[Items from a data source]
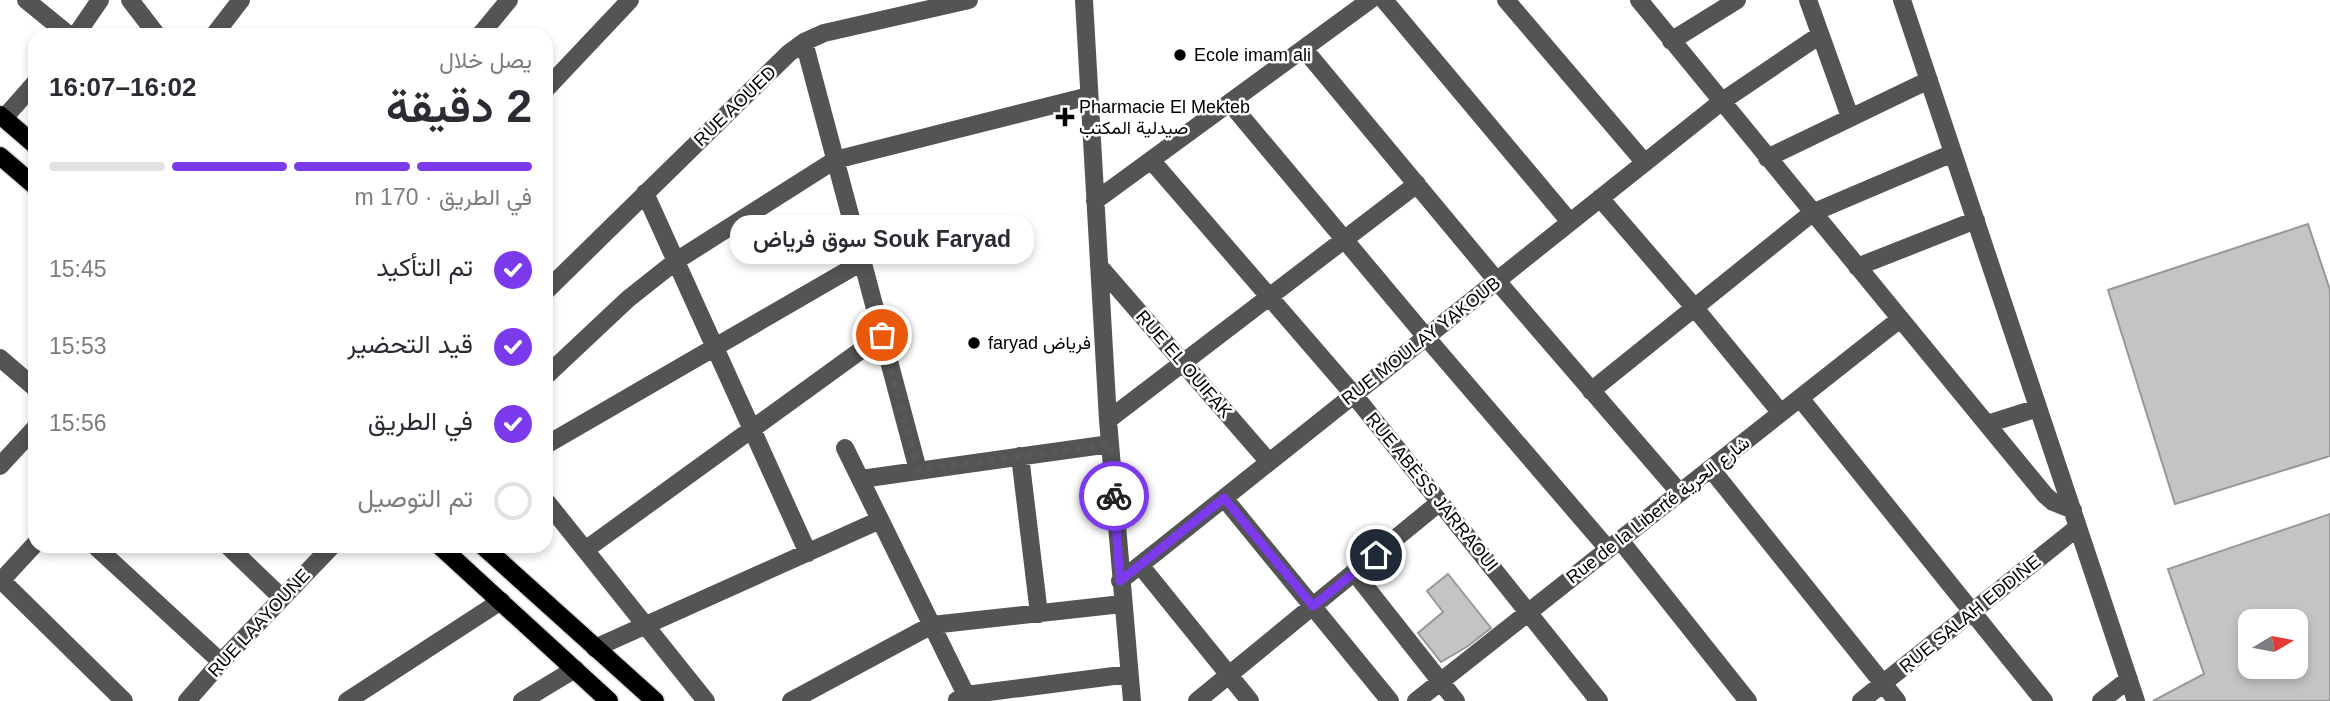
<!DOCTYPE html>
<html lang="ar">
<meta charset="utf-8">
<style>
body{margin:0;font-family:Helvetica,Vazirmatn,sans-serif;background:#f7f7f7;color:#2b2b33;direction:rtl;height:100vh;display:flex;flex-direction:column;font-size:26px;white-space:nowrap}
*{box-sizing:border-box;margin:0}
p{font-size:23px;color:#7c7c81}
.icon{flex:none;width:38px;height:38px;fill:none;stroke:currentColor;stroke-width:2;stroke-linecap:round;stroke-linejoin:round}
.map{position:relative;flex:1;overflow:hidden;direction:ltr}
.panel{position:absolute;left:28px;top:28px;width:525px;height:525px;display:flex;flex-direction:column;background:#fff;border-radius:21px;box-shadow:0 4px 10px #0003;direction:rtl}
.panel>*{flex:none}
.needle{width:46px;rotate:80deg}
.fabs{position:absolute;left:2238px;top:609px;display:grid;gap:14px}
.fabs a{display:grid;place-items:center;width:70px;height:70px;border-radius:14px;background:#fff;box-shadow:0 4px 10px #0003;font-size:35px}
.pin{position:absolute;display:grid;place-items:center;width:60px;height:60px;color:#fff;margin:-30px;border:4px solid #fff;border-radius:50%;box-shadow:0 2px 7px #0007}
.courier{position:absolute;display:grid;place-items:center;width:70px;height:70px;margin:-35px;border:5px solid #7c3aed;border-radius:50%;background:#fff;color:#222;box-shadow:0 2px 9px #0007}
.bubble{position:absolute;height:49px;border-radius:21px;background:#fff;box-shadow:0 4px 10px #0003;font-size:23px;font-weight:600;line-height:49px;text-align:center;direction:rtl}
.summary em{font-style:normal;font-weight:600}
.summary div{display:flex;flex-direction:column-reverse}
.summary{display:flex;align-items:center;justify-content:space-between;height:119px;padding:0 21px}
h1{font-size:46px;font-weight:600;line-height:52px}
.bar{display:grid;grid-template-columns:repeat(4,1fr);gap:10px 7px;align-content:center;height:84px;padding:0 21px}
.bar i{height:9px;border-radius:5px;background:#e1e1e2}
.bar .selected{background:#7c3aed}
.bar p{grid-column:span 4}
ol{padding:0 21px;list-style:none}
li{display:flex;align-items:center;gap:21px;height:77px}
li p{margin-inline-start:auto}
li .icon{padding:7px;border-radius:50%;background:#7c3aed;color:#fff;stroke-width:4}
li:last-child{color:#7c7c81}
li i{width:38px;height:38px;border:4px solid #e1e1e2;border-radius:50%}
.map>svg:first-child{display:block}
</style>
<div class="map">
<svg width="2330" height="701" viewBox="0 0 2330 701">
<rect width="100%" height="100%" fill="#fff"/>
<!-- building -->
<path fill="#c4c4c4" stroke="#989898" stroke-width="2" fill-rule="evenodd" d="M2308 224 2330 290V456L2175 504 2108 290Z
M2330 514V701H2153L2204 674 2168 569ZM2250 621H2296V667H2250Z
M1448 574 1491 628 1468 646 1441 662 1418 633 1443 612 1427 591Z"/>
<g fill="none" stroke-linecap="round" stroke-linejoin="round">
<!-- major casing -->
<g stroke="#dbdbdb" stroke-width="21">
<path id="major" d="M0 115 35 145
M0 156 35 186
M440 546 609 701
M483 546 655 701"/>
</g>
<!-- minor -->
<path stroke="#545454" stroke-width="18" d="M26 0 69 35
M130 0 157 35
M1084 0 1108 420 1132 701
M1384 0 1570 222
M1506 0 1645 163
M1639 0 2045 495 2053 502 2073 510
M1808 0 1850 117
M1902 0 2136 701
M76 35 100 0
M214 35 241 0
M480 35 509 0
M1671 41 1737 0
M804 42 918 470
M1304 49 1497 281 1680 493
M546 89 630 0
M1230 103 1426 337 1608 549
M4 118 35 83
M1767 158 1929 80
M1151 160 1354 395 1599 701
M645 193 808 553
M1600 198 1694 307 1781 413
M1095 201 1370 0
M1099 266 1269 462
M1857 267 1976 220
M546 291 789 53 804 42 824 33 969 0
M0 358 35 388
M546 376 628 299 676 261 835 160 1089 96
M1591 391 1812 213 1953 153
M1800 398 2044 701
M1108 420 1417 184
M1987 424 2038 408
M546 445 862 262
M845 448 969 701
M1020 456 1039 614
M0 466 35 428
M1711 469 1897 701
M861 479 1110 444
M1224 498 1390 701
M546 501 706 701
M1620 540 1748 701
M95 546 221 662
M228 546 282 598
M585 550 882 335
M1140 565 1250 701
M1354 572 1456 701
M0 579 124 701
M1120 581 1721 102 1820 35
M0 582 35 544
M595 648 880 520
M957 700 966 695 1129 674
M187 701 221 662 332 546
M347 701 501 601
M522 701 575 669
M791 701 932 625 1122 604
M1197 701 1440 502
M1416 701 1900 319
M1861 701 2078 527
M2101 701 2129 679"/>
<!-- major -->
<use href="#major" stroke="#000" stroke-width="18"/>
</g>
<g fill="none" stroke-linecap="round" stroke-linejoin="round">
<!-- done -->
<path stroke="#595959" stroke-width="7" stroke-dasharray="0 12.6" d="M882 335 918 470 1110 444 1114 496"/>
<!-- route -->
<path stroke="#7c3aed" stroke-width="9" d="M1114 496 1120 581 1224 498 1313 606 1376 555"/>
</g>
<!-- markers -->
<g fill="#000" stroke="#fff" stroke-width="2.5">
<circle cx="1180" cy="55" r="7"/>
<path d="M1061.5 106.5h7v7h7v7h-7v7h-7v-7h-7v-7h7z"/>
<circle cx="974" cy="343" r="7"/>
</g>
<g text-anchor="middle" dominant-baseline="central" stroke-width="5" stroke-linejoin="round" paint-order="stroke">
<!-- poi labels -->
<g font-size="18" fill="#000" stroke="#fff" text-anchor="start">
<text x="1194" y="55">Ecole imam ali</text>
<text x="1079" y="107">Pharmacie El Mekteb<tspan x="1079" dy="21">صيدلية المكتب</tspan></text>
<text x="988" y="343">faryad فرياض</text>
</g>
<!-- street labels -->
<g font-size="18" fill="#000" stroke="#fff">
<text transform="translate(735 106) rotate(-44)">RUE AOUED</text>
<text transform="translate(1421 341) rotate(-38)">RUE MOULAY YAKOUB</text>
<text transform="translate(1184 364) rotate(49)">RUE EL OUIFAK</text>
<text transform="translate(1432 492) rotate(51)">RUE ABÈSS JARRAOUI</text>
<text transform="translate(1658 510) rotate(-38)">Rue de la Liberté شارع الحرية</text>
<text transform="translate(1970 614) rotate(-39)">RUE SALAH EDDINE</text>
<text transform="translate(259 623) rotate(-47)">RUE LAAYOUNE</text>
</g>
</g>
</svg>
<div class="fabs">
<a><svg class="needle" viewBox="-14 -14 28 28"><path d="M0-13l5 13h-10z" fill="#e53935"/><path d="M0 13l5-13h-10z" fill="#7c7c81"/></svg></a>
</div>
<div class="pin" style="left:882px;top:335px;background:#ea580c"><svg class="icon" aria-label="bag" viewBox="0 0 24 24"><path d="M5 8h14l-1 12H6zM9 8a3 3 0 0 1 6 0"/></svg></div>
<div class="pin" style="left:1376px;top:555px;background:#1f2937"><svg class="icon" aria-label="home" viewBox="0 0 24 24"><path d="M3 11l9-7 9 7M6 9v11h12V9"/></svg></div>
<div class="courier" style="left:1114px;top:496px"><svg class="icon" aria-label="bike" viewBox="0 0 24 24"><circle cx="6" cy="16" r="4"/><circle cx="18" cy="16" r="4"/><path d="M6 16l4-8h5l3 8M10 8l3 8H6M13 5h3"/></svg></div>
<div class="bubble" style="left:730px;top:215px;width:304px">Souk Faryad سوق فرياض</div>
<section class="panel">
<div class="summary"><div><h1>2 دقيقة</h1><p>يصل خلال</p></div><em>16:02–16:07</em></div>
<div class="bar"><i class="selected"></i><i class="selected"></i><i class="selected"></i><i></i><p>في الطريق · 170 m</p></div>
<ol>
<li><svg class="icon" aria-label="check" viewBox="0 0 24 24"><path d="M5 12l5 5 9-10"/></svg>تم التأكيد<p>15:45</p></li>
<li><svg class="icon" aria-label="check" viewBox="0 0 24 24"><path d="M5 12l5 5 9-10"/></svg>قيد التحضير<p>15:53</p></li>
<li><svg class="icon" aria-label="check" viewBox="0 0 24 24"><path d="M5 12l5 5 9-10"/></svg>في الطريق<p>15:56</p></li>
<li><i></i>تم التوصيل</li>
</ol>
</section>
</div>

---

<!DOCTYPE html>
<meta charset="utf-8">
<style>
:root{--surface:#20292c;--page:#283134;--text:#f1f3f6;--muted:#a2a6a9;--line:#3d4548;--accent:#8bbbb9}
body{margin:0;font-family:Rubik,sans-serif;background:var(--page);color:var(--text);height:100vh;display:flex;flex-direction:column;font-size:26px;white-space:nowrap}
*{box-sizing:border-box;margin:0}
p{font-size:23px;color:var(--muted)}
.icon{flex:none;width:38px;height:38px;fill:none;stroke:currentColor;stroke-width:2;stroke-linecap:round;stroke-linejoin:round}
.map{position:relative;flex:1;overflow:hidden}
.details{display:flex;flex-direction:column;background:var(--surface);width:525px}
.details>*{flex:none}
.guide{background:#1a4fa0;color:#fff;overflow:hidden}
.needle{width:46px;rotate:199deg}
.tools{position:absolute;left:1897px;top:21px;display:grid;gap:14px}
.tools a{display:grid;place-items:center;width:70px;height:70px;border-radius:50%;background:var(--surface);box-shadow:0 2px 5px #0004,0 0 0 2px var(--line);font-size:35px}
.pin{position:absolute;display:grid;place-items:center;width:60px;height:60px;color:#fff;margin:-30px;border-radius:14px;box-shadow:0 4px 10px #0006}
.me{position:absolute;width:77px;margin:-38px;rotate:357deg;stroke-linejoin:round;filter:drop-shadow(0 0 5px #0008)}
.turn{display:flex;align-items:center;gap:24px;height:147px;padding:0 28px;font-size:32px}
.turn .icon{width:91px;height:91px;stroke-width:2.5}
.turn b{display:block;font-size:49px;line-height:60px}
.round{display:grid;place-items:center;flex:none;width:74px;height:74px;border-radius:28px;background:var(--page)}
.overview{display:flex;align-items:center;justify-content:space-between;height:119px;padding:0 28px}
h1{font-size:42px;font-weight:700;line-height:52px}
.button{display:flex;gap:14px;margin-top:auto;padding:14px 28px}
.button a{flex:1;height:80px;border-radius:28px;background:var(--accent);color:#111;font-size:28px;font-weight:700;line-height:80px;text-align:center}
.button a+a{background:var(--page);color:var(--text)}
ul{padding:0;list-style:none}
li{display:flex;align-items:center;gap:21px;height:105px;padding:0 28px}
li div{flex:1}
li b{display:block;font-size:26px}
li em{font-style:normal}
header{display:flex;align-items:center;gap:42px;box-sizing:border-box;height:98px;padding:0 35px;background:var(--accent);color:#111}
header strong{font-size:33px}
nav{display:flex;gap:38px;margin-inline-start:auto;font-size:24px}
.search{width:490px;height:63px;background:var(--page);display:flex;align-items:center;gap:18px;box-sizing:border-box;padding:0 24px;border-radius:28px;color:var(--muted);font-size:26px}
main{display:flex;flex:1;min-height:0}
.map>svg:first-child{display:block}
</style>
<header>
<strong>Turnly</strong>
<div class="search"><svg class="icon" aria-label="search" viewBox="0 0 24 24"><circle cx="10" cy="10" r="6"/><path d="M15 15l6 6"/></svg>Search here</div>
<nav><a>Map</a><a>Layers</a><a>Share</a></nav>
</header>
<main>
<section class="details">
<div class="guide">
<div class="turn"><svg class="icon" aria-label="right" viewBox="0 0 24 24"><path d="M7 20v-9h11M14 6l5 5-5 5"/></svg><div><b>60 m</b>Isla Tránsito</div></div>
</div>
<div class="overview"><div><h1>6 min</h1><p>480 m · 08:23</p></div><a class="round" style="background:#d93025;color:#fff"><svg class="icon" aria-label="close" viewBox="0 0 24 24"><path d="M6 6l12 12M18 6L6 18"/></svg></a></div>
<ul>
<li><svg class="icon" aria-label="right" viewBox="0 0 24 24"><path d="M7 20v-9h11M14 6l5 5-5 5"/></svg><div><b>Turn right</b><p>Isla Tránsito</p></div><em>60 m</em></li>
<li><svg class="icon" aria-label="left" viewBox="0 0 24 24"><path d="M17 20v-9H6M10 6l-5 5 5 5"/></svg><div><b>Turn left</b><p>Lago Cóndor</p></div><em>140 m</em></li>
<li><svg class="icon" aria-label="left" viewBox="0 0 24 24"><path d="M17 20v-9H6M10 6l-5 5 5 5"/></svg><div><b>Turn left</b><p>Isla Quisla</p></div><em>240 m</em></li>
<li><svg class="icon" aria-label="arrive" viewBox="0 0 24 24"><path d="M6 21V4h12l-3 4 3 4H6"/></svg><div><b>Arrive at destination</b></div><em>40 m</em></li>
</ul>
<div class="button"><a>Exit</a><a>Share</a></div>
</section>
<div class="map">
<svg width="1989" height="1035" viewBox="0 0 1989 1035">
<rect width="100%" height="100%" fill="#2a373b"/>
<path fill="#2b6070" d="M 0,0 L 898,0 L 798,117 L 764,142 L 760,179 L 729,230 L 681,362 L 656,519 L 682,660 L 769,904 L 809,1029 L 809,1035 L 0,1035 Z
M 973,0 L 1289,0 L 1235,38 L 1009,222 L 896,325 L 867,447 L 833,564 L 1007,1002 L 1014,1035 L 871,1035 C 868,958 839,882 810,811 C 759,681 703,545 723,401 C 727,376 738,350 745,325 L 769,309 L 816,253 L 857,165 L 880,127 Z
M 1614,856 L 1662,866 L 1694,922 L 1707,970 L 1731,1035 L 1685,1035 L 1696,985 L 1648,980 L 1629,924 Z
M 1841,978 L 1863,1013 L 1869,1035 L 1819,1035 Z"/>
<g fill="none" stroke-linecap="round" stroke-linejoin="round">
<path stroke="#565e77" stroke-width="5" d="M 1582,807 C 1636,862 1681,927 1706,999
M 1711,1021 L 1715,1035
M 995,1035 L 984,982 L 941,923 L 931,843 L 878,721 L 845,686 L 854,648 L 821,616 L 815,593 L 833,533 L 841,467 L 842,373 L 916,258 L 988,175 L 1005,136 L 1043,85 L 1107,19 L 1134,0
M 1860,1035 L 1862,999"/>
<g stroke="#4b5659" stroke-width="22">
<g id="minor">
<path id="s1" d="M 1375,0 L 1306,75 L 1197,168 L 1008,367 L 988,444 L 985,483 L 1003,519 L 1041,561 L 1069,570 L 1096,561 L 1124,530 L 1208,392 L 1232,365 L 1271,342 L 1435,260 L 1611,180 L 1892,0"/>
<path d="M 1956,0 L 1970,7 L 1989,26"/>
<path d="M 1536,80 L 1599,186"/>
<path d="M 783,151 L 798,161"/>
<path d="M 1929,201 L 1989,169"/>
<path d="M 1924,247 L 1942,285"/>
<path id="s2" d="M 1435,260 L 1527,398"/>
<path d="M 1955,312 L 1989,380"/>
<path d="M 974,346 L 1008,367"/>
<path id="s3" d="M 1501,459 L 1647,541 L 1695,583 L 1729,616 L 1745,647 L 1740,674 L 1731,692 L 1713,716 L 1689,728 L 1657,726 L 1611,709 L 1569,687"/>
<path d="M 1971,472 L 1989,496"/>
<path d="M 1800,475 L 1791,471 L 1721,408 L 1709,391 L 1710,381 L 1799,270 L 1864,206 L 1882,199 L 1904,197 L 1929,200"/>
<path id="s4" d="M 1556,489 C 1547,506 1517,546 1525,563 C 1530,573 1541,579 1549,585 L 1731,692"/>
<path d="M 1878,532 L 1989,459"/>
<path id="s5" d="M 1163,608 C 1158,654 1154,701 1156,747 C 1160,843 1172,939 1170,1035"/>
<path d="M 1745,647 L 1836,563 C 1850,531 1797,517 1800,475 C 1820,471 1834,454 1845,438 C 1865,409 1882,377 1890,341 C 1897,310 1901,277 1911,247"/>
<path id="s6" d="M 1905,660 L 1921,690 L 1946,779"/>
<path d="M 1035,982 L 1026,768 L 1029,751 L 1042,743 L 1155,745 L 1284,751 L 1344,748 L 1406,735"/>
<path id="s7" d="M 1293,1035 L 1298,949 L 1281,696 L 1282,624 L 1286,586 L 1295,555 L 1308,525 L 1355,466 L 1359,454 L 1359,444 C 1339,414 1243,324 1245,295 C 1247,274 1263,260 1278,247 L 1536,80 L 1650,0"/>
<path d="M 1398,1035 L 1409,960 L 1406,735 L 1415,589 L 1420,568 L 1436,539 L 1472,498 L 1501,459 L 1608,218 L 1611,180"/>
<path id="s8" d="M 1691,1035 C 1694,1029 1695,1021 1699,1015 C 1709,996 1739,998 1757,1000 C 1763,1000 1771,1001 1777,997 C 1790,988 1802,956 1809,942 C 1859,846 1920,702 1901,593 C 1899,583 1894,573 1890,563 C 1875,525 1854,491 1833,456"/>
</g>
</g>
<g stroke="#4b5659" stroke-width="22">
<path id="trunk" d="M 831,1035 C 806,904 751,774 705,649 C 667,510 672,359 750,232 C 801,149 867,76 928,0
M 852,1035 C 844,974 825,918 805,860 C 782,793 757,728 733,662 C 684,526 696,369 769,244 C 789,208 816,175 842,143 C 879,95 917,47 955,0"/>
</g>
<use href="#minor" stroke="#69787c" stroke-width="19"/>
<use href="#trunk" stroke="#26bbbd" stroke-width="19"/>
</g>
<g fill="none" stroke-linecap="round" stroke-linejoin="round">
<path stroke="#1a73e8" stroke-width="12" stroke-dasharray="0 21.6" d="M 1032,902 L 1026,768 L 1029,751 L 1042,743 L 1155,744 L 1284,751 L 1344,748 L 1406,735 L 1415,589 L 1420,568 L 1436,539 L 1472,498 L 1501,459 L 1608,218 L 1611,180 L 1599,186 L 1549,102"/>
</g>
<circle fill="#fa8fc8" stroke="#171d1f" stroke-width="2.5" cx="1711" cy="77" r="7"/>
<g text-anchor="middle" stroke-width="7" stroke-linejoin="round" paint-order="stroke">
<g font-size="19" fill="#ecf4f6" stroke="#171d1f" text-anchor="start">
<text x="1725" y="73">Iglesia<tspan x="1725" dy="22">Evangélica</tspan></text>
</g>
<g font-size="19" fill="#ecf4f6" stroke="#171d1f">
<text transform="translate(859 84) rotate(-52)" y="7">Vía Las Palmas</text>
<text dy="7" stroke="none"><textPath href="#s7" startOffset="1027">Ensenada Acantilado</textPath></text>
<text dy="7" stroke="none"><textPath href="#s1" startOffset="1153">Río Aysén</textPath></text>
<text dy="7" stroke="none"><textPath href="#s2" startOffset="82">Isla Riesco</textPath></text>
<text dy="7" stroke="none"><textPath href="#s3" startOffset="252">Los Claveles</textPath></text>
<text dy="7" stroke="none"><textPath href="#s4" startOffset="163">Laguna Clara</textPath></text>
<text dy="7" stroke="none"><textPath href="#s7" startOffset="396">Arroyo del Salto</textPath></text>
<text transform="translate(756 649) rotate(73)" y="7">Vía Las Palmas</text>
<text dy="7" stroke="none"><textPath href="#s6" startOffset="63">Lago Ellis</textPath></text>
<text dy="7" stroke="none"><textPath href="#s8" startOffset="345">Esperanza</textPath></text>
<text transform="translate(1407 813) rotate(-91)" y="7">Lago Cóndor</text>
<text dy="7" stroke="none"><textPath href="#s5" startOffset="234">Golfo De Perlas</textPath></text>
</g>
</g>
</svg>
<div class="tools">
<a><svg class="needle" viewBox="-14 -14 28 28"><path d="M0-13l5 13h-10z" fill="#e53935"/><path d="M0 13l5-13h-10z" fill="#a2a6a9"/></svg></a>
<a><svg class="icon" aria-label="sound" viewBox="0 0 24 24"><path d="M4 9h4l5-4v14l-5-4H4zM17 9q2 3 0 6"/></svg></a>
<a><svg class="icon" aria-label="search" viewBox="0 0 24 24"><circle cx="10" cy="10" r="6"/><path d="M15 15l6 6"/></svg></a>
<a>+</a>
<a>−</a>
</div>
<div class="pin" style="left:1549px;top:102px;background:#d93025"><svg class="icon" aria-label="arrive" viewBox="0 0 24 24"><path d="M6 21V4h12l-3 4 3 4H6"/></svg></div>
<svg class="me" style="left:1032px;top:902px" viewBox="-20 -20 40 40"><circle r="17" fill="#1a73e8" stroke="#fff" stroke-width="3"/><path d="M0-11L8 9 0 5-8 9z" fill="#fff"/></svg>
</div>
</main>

#### PROBLEM DESCRIPTION:
Only the lines with "tools" are needed; find them in the records and copy each one.

#### RESPONSE AREA:
.tools{position:absolute;left:1897px;top:21px;display:grid;gap:14px}
.tools a{display:grid;place-items:center;width:70px;height:70px;border-radius:50%;background:var(--surface);box-shadow:0 2px 5px #0004,0 0 0 2px var(--line);font-size:35px}
<div class="tools">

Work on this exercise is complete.